Abstract

Abstract Background: Heterocyclic amines (HCAs) are mutagenic compounds generated when meats are cooked at high temperature and for long duration. Evidence from animal studies has pointed towards a possible role of HCAs in breast carcinogenesis. However, findings from previous studies on HCAs and breast cancer are inconsistent, possibly due to genetic variations in the enzymes metabolizing HCAs.

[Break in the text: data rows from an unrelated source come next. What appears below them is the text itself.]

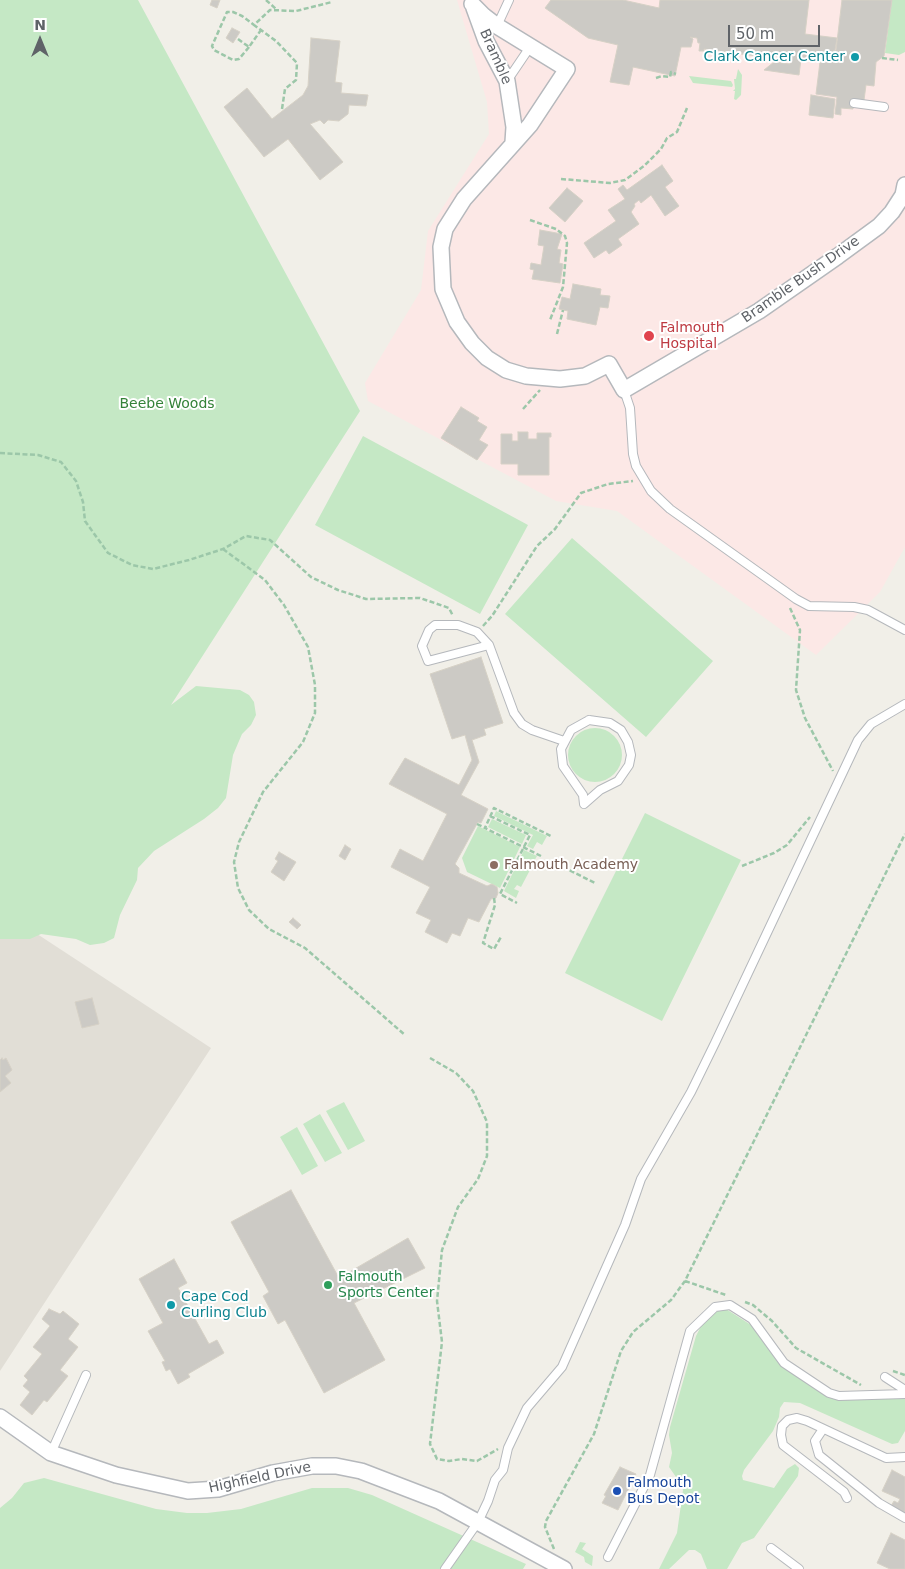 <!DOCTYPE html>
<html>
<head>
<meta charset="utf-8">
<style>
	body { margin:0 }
	#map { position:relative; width:905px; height:1569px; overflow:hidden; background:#f1efe8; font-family:"DejaVu Sans",sans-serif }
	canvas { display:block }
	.north { position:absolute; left:15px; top:15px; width:50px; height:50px; -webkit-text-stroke:4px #fff; paint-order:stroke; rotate:0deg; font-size:14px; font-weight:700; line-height:20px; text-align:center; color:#5f6368 }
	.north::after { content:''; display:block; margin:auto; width:18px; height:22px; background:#5f6368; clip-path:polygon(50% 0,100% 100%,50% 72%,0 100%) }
	.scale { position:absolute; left:728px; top:25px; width:92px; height:22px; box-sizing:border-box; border:2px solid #5f6368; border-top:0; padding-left:6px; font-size:15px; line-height:18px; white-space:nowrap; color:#5f6368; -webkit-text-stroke:4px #fff; paint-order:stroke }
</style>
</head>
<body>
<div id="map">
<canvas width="905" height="1569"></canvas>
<div class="north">N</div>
<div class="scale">50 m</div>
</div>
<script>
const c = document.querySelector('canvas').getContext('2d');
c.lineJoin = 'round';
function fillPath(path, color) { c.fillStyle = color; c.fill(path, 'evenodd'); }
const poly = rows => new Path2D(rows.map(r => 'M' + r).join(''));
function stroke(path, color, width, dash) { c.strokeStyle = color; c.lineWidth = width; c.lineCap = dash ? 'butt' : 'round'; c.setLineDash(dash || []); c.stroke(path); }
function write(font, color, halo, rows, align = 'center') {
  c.font = font + ' "DejaVu Sans",sans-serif'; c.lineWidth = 4; c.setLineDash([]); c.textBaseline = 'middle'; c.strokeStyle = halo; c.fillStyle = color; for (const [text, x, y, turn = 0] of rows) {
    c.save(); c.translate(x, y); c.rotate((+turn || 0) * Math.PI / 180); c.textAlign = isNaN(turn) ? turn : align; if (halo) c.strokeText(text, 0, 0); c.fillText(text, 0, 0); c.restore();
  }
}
const education = poly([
	[28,928,211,1048,0,1371,0,939]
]);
const medical = poly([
	[457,0,905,0,905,547,880,592,816,655,617,511,556,501,368,401,365,383,421,290,428,231,489,134,487,102]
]);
const green = poly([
	[0,0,138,0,360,411,171,705,196,686,240,690,249,695,254,702,256,715,251,725,242,734,233,755,226,798,218,808,204,819,154,851,138,868,137,880,120,915,114,938,104,943,90,945,76,939,41,934,30,939,0,939],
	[892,0,905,0,905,52,899,55,885,53],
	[738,69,742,75,741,95,736,100,734,99,735,91,733,91,735,89,734,79,736,79],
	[689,76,731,81,733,85,732,87,693,83],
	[363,436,528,525,480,614,315,525],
	[572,538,713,661,646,737,505,614],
	'568 755a27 27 0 1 1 54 0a27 27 0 1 1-54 0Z',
	[496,811,547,836,542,845,537,842,533,849,527,846,533,835,494,816],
	[645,813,741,860,662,1021,565,973],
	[492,819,526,835,522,844,488,827],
	[478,826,520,847,500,888,467,872,462,858],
	[524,850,537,856,532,865,528,864,526,867,530,870,521,887,517,885,514,889,519,891,516,898,504,891],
	[344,1102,365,1141,348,1150,326,1111],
	[320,1114,342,1153,325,1162,303,1124],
	[297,1127,318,1166,302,1175,280,1137],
	[726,1309,751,1325,777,1361,791,1372,844,1398,905,1399,905,1431,898,1443,892,1444,800,1403,784,1402,780,1408,779,1417,773,1431,744,1470,742,1476,743,1480,774,1488,787,1469,795,1464,799,1468,798,1476,754,1538,742,1543,727,1569,707,1569,701,1554,695,1550,689,1550,669,1569,659,1569,677,1533,683,1490,681,1484,669,1467,672,1453,669,1435,670,1427,696,1336,703,1322,714,1312],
	[44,1478,156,1509,187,1513,207,1513,241,1509,312,1488,348,1488,372,1495,526,1564,523,1569,0,1569,0,1508,12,1498,24,1483],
	[580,1542,586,1543,582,1549,593,1556,592,1566,585,1562,584,1557,575,1552]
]);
const building = poly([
	[212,0,220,0,217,8,210,5,212,0],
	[551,0,623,0,659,8,660,0,809,0,805,34,837,38,835,50,819,61,801,59,799,75,764,70,774,62,790,64,791,58,757,53,756,56,704,49,704,51,699,51,700,43,698,43,697,38,690,37,693,39,691,47,681,47,675,76,633,67,629,85,610,82,618,45,588,38,545,8,551,0],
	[842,0,892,0,884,56,876,62,874,86,866,85,864,100,854,99,853,109,841,108,841,115,835,114,837,97,816,94,820,62,836,50,842,0],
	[232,28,240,32,233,43,226,38,232,28],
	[311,38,340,41,335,82,342,83,341,93,368,95,366,106,349,105,348,114,339,121,328,120,324,124,320,120,310,124,343,162,320,180,288,139,264,157,224,107,247,88,272,119,303,95,308,86,311,38],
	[811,95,835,99,833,118,809,115,811,95],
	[662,165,673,181,665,187,679,206,665,216,651,195,641,203,639,200,634,204,635,206,631,212,639,224,618,239,622,245,609,254,606,250,594,258,584,243,616,221,608,210,625,199,618,189,623,185,627,190,662,165],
	[567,188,583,201,565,222,549,208,567,188],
	[540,230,562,234,557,249,561,250,559,263,563,264,560,283,532,279,534,270,530,269,531,263,541,265,544,246,538,245,540,230],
	[573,284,601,289,600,295,610,296,608,308,600,307,596,325,567,319,568,311,559,309,562,297,570,299,573,284],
	[461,407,479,418,477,421,487,427,479,440,488,445,477,460,441,438,461,407],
	[518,432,528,432,528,439,537,439,537,433,551,433,551,437,549,437,549,475,518,475,518,464,501,464,501,434,512,434,512,441,518,441,518,432],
	[481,657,503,723,484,729,486,735,472,740,479,762,461,795,488,809,481,823,478,822,455,864,459,868,459,873,487,886,492,884,497,887,498,893,496,898,491,899,479,922,468,918,460,936,452,933,447,943,425,932,431,920,416,913,430,887,391,867,400,849,423,861,447,814,389,784,405,758,459,785,472,760,465,735,452,739,430,674,481,657],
	[345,845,351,849,345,860,339,856,345,845],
	[279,852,296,862,284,881,271,872,278,861,275,859,279,852],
	[293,918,301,925,297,929,289,922,293,918],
	[92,998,99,1024,82,1028,75,1002,92,998],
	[2,1058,3,1060,6,1058,12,1070,5,1076,11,1083,0,1092,0,1060,2,1058],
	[291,1190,339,1278,408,1238,425,1268,354,1303,385,1360,324,1393,285,1320,278,1324,263,1296,269,1292,231,1222,291,1190],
	[174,1259,187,1283,178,1288,209,1344,217,1340,224,1353,188,1374,190,1377,178,1384,170,1369,166,1371,162,1362,165,1361,148,1331,163,1323,139,1279,174,1259],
	[49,1309,60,1314,63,1311,79,1324,68,1339,78,1347,60,1370,68,1376,47,1402,44,1400,32,1415,20,1405,30,1392,23,1386,28,1380,24,1376,42,1354,33,1347,50,1326,42,1319,49,1309],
	[620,1467,636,1474,618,1510,602,1503,606,1496,604,1495,620,1467],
	[892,1470,905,1477,905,1515,891,1506,894,1501,898,1503,900,1499,882,1491,892,1470],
	[891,1533,905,1540,905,1569,890,1569,877,1563,891,1533]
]);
const path = poly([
	[266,0,276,9],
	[238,39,249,47,261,30],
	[249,47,239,59,233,60,214,50,212,46,227,12,233,12,242,16,254,25],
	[882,58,898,60],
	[656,78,662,76,670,77,671,72,676,74],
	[282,109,285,89,296,80,297,63,276,41,254,25,270,10,296,11,332,2],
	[561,179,610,183,625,180,644,166,661,149,667,138,677,132,687,108],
	[530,220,556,229,565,236,567,243,563,287,550,320],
	[557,334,563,310],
	[523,409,540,390],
	[0,453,38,455,61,462,76,481,83,502,85,521,108,553,132,565,153,569,189,560,223,549,246,536,270,540,311,577,338,590,366,599,420,598,449,608,453,616],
	[223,549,265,580,284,605,308,647,315,685,315,713,303,742,263,792,239,842,234,862,238,888,249,910,269,929,305,948,405,1035],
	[790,608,800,630,796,690,805,718,833,771],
	[483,626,492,616,537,546,555,529,581,493,608,484,633,481],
	[490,816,530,835,500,894,517,903],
	[477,824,485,828],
	[541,856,485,828,494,808,551,836],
	[742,866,774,853,787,845,810,817],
	[563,867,595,883],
	[494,898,495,905,483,943,494,949,501,937],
	[430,1058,456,1073,473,1091,487,1122,487,1156,478,1179,458,1207,442,1250,437,1301,442,1342,430,1444,437,1459,449,1461,462,1459,477,1461,498,1449],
	[685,1281,726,1295],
	[745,1302,753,1305,772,1321,796,1348,861,1385],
	[893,1371,905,1375],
	[554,1549,545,1527,546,1521,594,1434,621,1351,633,1332,671,1300,685,1281,905,834]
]);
const service = poly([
	[497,26,509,0],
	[507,81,530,47],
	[854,103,884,107],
	[624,390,630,408,633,454,636,466,651,491,670,509,796,599,809,606,854,607,868,610,905,630],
	[489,645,428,661,422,646,429,630,435,625,458,625,477,632,489,645,514,713,522,724,532,730,564,741],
	[589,720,610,723,621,730,628,742,631,755,629,765,618,781,600,790,584,804,583,795,563,766,561,749,571,730,589,720],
	[885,1377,905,1390],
	[823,1429,815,1441,819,1455,879,1503,905,1518],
	[51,1453,86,1375],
	[847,1498,844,1492,783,1445,781,1435,782,1426,788,1420,797,1418,807,1421,886,1458,905,1457],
	[771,1548,799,1569],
	[608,1557,650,1475,690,1331,715,1307,730,1305,752,1319,784,1363,829,1393,839,1396,905,1394],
	[445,1569,478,1522,488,1501,495,1480,503,1470,508,1448,527,1408,562,1367,625,1225,641,1179,691,1092,715,1043,858,740,871,724,905,704]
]);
const minor = poly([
	[472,4,484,16,497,26,567,69,530,125,464,199,445,229,441,247,443,289,457,322,472,343,487,358,506,370,526,376,560,379,585,376,609,364,624,390,759,311,838,256,879,226,892,212,903,195,905,185],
	[474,8,486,41,507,81,514,127,513,142],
	[0,1417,51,1453,116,1475,188,1491,218,1489,273,1473,312,1466,336,1466,361,1471,439,1501,564,1569]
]);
const markers = [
	[855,57,5,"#0f9aa8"],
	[649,336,6,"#e0444e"],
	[494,865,5,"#8d6e63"],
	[328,1285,5,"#2e9e5b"],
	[171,1305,5,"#0f9aa8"],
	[617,1491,5,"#1a4fb4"]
];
const streetNames = [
	["Bramble",495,57,66],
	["Bramble Bush Drive",801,280,-35],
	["Highfield Drive",260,1478,-12]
];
const cultureNames = [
	["Clark Cancer Center",845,57],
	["Cape Cod",181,1297,"left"],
	["Curling Club",181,1313,"left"]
];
const healthNames = [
	["Falmouth",660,328],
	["Hospital",660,344]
];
const parkNames = [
	["Beebe Woods",167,404]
];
const educationNames = [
	["Falmouth Academy",504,865]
];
const leisureNames = [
	["Falmouth",338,1277],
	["Sports Center",338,1293]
];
const transitNames = [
	["Falmouth",627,1483],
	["Bus Depot",627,1499]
];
fillPath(education, '#e1ded6');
fillPath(medical, '#fce8e6');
fillPath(green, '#c5e8c5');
fillPath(building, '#cccac5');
stroke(building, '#d6d1c6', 1);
stroke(service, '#b5b8bc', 10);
stroke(minor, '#b5b8bc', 18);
stroke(path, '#9cc7a9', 2.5, [5, 2.5]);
stroke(service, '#fff', 8);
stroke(minor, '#fff', 15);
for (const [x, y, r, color] of markers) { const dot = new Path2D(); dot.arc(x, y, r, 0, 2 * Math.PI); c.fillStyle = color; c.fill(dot); stroke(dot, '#fff', 2); }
write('14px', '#5f6368', '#fff', streetNames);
write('14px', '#0d838f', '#fff', cultureNames, 'right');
write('14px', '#be3a42', '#fff', healthNames, 'left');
write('14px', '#348238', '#fff', parkNames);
write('14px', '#785e54', '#fff', educationNames, 'left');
write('14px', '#27864d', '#fff', leisureNames, 'left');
write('14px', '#164399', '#fff', transitNames, 'left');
</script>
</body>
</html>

Methods: To evaluate whether the associations of intakes of estimated HCAs, meat-derived mutagenicity (MDM), and red meat with risk of postmenopausal breast cancer were modified by N-acetyltransferase 2 (NAT 2) acetylator genotype or cytochrome P450 1A2 −164 A/C (CYP1A2) polymorphism, we conducted a nested case-control study with 579 cases and 981 controls within a prospective cohort, the Nurses' Health Study (NHS). HCAs and MDM intakes were derived using a cooking method questionnaire administered in 1996. Results: NAT2 acetylator genotype, the CYP1A2 polymorphism, and intakes of HCAs, MDM, and red meat were not associated with risk of postmenopausal breast cancer. There was also no interaction between NAT2 acetylator genotype and HCAs and MDM and red meat intake in relation to breast cancer. There was no interaction between the CYP1A2 genotype and HCAs and MDM and red meat intake in relation to breast cancer. Conclusion: These results do not support the hypothesis that genetic polymorphisms of xenobiotic enzymes involved in the metabolism of HCAs may modify the associations between intakes of red meat or meat-related mutagens and risk of breast cancer. Citation Information: Cancer Prev Res 2011;4(10 Suppl):B110.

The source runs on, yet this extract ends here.